Though those defeats by no means tell the whole story about how the team has played, in bald statistical terms the situation does not look good at present. The pressure is on for four points or more from today’s match against bottom side Wycombe Wanderers and from next Saturday’s Devon encounter with Brentford, who presently lie in seventeenth position – only one point and three places above the Grecians.
The secret of success in a situation like this is not to let pressure translate into anxiety, but rather to use recent setbacks as a motivational spur to find the winning trail again. Easier said than done, maybe. But good coaching is about helping players into the right frame of mind, as well as ensuring that they are confident about their role, on top of the tactics, and keyed up both physically and technically.

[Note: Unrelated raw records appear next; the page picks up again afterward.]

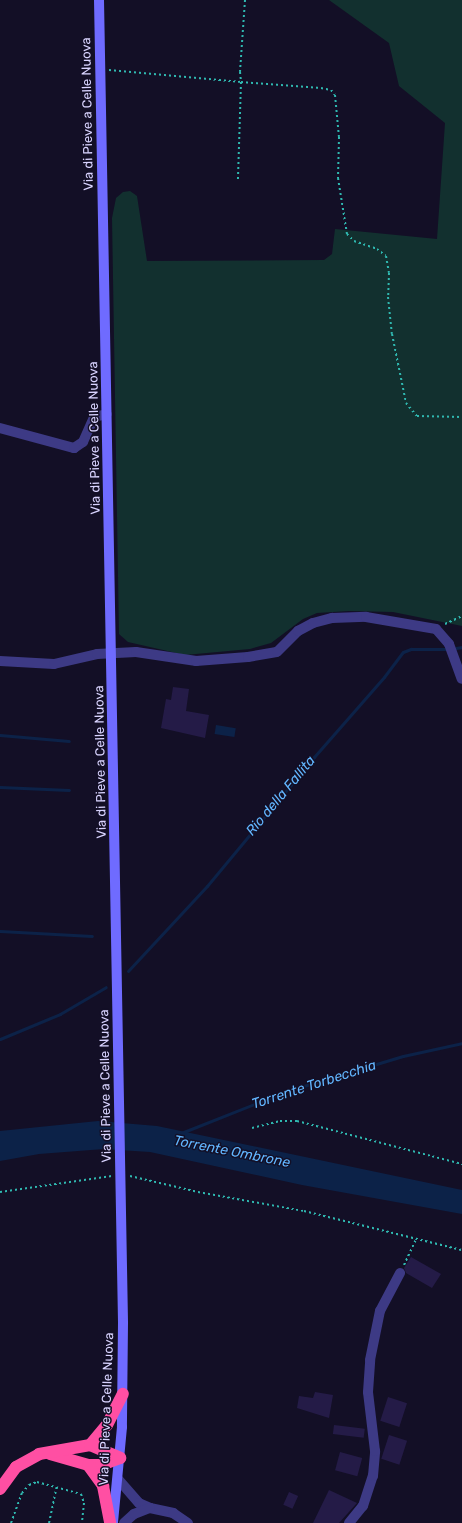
<!DOCTYPE html>
<html>
<head>
<meta charset="utf-8">
<style>
  body { margin:0 }
  #map { position:relative; width:462px; height:1523px; overflow:hidden; background:#130f26; font-family:Rubik,sans-serif }
  div>[style] { position:absolute }
  [style*='--x'] { left:calc(var(--x)*1px); top:calc(var(--y)*1px); width:calc(var(--w)*1px); rotate:calc(var(--a)*1deg) }
  .green>* { inset:0; background:#12302f }
  .water>* { inset:0; background:#0c2248; transform-origin:0 0 }
  .stream>* { height:3px; margin:-1.5px; padding:0 1.5px; transform-origin:1.5px; border-radius:1.5px; background:#0c2248 }
  .building>* { inset:0; background:#241b47; transform-origin:0 0 }
  .path>* { height:2px; margin-top:-1px; transform-origin:0; background:repeating-linear-gradient(90deg,#2fb8b0 0 2px,transparent 0 5px) }
  .street>* { height:10px; margin:-5px; padding:0 5px; transform-origin:5px; border-radius:5px; background:#3d3a85 }
  .secondary>* { height:10px; margin:-5px; padding:0 5px; transform-origin:5px; border-radius:5px; background:#6f6bff }
  .highway>* { height:12px; margin:-6px; padding:0 6px; transform-origin:6px; border-radius:6px; background:#ff4fa3 }
  span { translate:-50% -50%; white-space:nowrap; text-align:center; line-height:1.15; -webkit-text-stroke:3px #130f26; paint-order:stroke }
  .street-label { font-size:13px; color:#d9d4ff }
  .water-label { font-size:14px; color:#62b6ff; font-style:italic }
</style>
</head>
<body>
<div id="map">
  <div class="green">
    <i style="clip-path:polygon(329px 0,462px 0,462px 626px,393px 612px,349px 611px,317px 613px,303px 619px,271px 643px,250px 649px,185px 655px,128px 642px,119px 634px,112px 218px,116px 198px,123px 192px,130px 191px,137px 196px,147px 261px,324px 260px,332px 254px,335px 229px,437px 239px,445px 123px,399px 86px,389px 43px)"></i>
  </div>
  <div class="water">
    <i style="left:216px;top:725px;width:20px;height:9px;rotate:9deg"></i>
    <i style="clip-path:polygon(98px 1121px,157px 1126px,462px 1190px,462px 1214px,302px 1185px,150px 1152px,104px 1149px,39px 1154px,0 1161px,0 1131px)"></i>
  </div>
  <div class="stream">
    <i style="--x:456;--y:648;--w:6;--a:-9"></i>
    <i style="--x:0;--y:735;--w:69;--a:5"></i>
    <i style="--x:0;--y:787;--w:69;--a:2.5"></i>
    <i style="--x:0;--y:931;--w:92;--a:3.1"></i>
    <i style="--x:128;--y:971;--w:116;--a:-47.1"></i>
    <i style="--x:207;--y:886;--w:168;--a:-50.3"></i>
    <i style="--x:314;--y:757;--w:106;--a:-48.8"></i>
    <i style="--x:384;--y:677;--w:31;--a:-53"></i>
    <i style="--x:403;--y:652;--w:9;--a:-21"></i>
    <i style="--x:411;--y:649;--w:34;--a:0"></i>
    <i style="--x:0;--y:1039;--w:65;--a:-22.6"></i>
    <i style="--x:60;--y:1014;--w:53;--a:-30.4"></i>
    <i style="--x:181;--y:1133;--w:114;--a:-21.6"></i>
    <i style="--x:287;--y:1091;--w:121;--a:-16.8"></i>
    <i style="--x:403;--y:1056;--w:60;--a:-12.4"></i>
  </div>
  <div class="building">
    <i style="clip-path:polygon(173px 687px,189px 689px,186px 711px,209px 715px,205px 738px,161px 728px,166px 699px,171px 700px)"></i>
    <i style="clip-path:polygon(411px 1257px,441px 1274px,432px 1288px,406px 1273px,404px 1268px)"></i>
    <i style="clip-path:polygon(315px 1392px,333px 1395px,329px 1418px,297px 1408px,299px 1396px,313px 1398px)"></i>
    <i style="left:388px;top:1397px;width:20px;height:25px;rotate:18deg"></i>
    <i style="left:334px;top:1425px;width:31px;height:9px;rotate:7deg"></i>
    <i style="left:389px;top:1435px;width:19px;height:25px;rotate:18deg"></i>
    <i style="left:340px;top:1452px;width:23px;height:19px;rotate:15deg"></i>
    <i style="clip-path:polygon(329px 1490px,357px 1503px,339px 1523px,313px 1523px)"></i>
    <i style="left:289px;top:1492px;width:10px;height:14px;rotate:24deg"></i>
  </div>
  <div class="path">
    <i style="--x:245;--y:0;--w:72;--a:94"></i>
    <i style="--x:240;--y:72;--w:10;--a:84"></i>
    <i style="--x:241;--y:82;--w:80;--a:4.3"></i>
    <i style="--x:321;--y:88;--w:10;--a:11"></i>
    <i style="--x:331;--y:90;--w:6;--a:51"></i>
    <i style="--x:335;--y:95;--w:42;--a:84.6"></i>
    <i style="--x:339;--y:137;--w:41;--a:91.4"></i>
    <i style="--x:338;--y:178;--w:57;--a:80.9"></i>
    <i style="--x:347;--y:234;--w:10;--a:45"></i>
    <i style="--x:354;--y:241;--w:24;--a:19"></i>
    <i style="--x:377;--y:249;--w:11;--a:38"></i>
    <i style="--x:386;--y:256;--w:17;--a:80"></i>
    <i style="--x:389;--y:273;--w:24;--a:92"></i>
    <i style="--x:388;--y:297;--w:37;--a:84"></i>
    <i style="--x:392;--y:334;--w:70;--a:78.5"></i>
    <i style="--x:406;--y:403;--w:17;--a:50"></i>
    <i style="--x:417;--y:416;--w:45;--a:1.3"></i>
    <i style="--x:109;--y:70;--w:133;--a:5.2"></i>
    <i style="--x:241;--y:82;--w:98;--a:91.8"></i>
    <i style="--x:445;--y:624;--w:19;--a:-25"></i>
    <i style="--x:252;--y:1128;--w:29;--a:-14"></i>
    <i style="--x:280;--y:1121;--w:17;--a:0"></i>
    <i style="--x:297;--y:1121;--w:171;--a:14.6"></i>
    <i style="--x:130;--y:1176;--w:70;--a:13.2"></i>
    <i style="--x:198;--y:1192;--w:108;--a:10.2"></i>
    <i style="--x:304;--y:1211;--w:163;--a:13.9"></i>
    <i style="--x:0;--y:1192;--w:113;--a:-8.1"></i>
    <i style="--x:404;--y:1265;--w:29;--a:-65"></i>
    <i style="--x:11;--y:1523;--w:32;--a:-70"></i>
    <i style="--x:22;--y:1493;--w:11;--a:-49"></i>
    <i style="--x:29;--y:1485;--w:9;--a:-21"></i>
    <i style="--x:37;--y:1482;--w:46;--a:15.3"></i>
    <i style="--x:81;--y:1494;--w:9;--a:72"></i>
    <i style="--x:84;--y:1503;--w:20;--a:96"></i>
    <i style="--x:49;--y:1523;--w:38;--a:-78"></i>
  </div>
  <div class="street">
    <i style="--x:0;--y:428;--w:77;--a:15.1"></i>
    <i style="--x:74;--y:448;--w:11;--a:-34"></i>
    <i style="--x:83;--y:442;--w:27;--a:-66"></i>
    <i style="--x:94;--y:417;--w:13;--a:-13"></i>
    <i style="--x:0;--y:661;--w:54;--a:3.2"></i>
    <i style="--x:54;--y:664;--w:44;--a:-13.1"></i>
    <i style="--x:97;--y:654;--w:39;--a:-3"></i>
    <i style="--x:136;--y:652;--w:61;--a:8.5"></i>
    <i style="--x:196;--y:661;--w:52;--a:-4.4"></i>
    <i style="--x:248;--y:657;--w:29;--a:-10"></i>
    <i style="--x:277;--y:652;--w:30;--a:-45"></i>
    <i style="--x:298;--y:631;--w:17;--a:-28"></i>
    <i style="--x:313;--y:623;--w:20;--a:-15"></i>
    <i style="--x:332;--y:618;--w:34;--a:-2"></i>
    <i style="--x:366;--y:617;--w:71;--a:9.7"></i>
    <i style="--x:436;--y:629;--w:20;--a:49"></i>
    <i style="--x:449;--y:644;--w:37;--a:70"></i>
    <i style="--x:118;--y:1479;--w:32;--a:49"></i>
    <i style="--x:139;--y:1503;--w:12;--a:24"></i>
    <i style="--x:150;--y:1508;--w:24;--a:12"></i>
    <i style="--x:173;--y:1513;--w:18;--a:34"></i>
    <i style="--x:124;--y:1523;--w:13;--a:-42"></i>
    <i style="--x:134;--y:1514;--w:17;--a:-21"></i>
    <i style="--x:349;--y:1523;--w:22;--a:-51"></i>
    <i style="--x:363;--y:1506;--w:32;--a:-72"></i>
    <i style="--x:373;--y:1476;--w:25;--a:-85"></i>
    <i style="--x:375;--y:1451;--w:59;--a:-96.8"></i>
    <i style="--x:368;--y:1392;--w:32;--a:-86"></i>
    <i style="--x:370;--y:1360;--w:50;--a:-78.5"></i>
    <i style="--x:380;--y:1311;--w:43;--a:-62.2"></i>
  </div>
  <div class="secondary">
    <i style="--x:99;--y:0;--w:1323;--a:88.96"></i>
    <i style="--x:123;--y:1323;--w:104;--a:90.6"></i>
    <i style="--x:122;--y:1427;--w:96;--a:95.4"></i>
  </div>
  <div class="highway">
    <i style="--x:90;--y:1445;--w:26;--a:-50"></i>
    <i style="--x:107;--y:1425;--w:35;--a:-63"></i>
    <i style="--x:50;--y:1454;--w:40;--a:16"></i>
    <i style="--x:88;--y:1465;--w:13;--a:0"></i>
    <i style="--x:101;--y:1465;--w:20;--a:-20"></i>
    <i style="--x:88;--y:1465;--w:26;--a:54"></i>
    <i style="--x:103;--y:1486;--w:38;--a:79"></i>
    <i style="--x:0;--y:1489;--w:27;--a:-54"></i>
    <i style="--x:16;--y:1467;--w:26;--a:-29"></i>
    <i style="--x:39;--y:1454;--w:52;--a:-10"></i>
    <i style="--x:90;--y:1445;--w:33;--a:23"></i>
  </div>
  <div class="street-label">
    <span style="left:88px;top:114px;rotate:-91deg">Via di Pieve a Celle Nuova</span>
    <span style="left:95px;top:438px;rotate:-91deg">Via di Pieve a Celle Nuova</span>
    <span style="left:101px;top:762px;rotate:-91deg">Via di Pieve a Celle Nuova</span>
    <span style="left:106px;top:1086px;rotate:-91deg">Via di Pieve a Celle Nuova</span>
    <span style="left:107px;top:1409px;rotate:-88deg">Via di Pieve a Celle Nuova</span>
  </div>
  <div class="water-label">
    <span style="left:281px;top:796px;rotate:-50deg">Rio della Fallita</span>
    <span style="left:314px;top:1085px;rotate:-18deg">Torrente Torbecchia</span>
    <span style="left:232px;top:1152px;rotate:11deg">Torrente Ombrone</span>
  </div>
</div>
</body>
</html>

Modern football is a multi-faceted game, and in order to produce the right results, everything has to come together in those crucial 90 minutes or so between kick-off and the final whistle. Having the right blend before or afterwards isn’t sufficient.
When the going is tough, waning confidence, bad luck or small mistakes are magnified for players and fans alike. Similarly an early break or goal can settle you down and set the rhythm moving once more.
There’s a strange alchemy to football, and even the best can find themselves puzzled by how things turn out. Sometimes it just doesn’t seem to make sense. City boss Paul Tisdale was realistic enough to admit in the aftermath of that Huddersfield tanking that he couldn’t immediately identify what had gone wrong – though the quality of the opposition was evident.
Training and preparation had been very positive, he said. It was on the field of play, the one place where you need things to gel, that so much seemed to unravel. No doubt a lot of recovery work was put in before the trip to Walsall, which makes the reversal there – in a match where a point wouldn’t have been out of the question given the performance – that much harder to stomach.
But aside from identifying and learning from mistakes, there’s no point in looking back. A home game is a different proposition, and it’s worth noting that the Grecians haven’t lost a league game here at St James’ since 29 August, when two early slips against Milton Keynes Dons cost us dear, despite a good fightback and Barry Corr’s 51st minute goal.
At the beginning of the season, when the unknowns of League One were that much greater, everyone was saying that home territory was likely to be where our final fortunes would be decided. This is often true for a newly promoted side. Perhaps the most dramatic example at the moment is Burnley. The Premier League minnows, guided by wily gaffer Owen Coyle (who, incidentally, started his professional football career, along with his two brothers, at my team Dumbarton) have maintained an astonishing record at Turf Moor, winning all four games, even the one against Manchester United. The corresponding loss of all five away matches still leaves them in tenth position, clinging on to the top half of the table by their fingernails.
Thankfully, Exeter City’s away record and performances have been rather better than that, with four points garnered, alongside a few hammerings. I’m sure they can improve, too. But first we have an opportunity over the next week to prove ourselves at home against other clubs in the lower reaches of the division.
Wycombe have yet to win away, but they recently had a boost with the appointment of former Aldershot boss Gary Waddock. His reign began with a 1-1 draw against Colchester (who we face on 14 November), after spending two and a half years with the Shots and leading them from the Blue Square Premier to sixth in League Two.
The Chairboys had a poor start to their campaign under seemingly luckless former manager Peter Taylor, who ended his playing career with eight games for the Grecians in ’83-4 and later went on to suffer against City when he took over at Stevenage.
The new Wycombe boss got to know Exeter well with his old charges, and will be looking to outwit us this afternoon. However Exeter quickly leap-frogged Aldershot after losing out to them in the Conference title chase two years ago, and hopefully we will be motivated give Waddock’s new boys another rough ride today.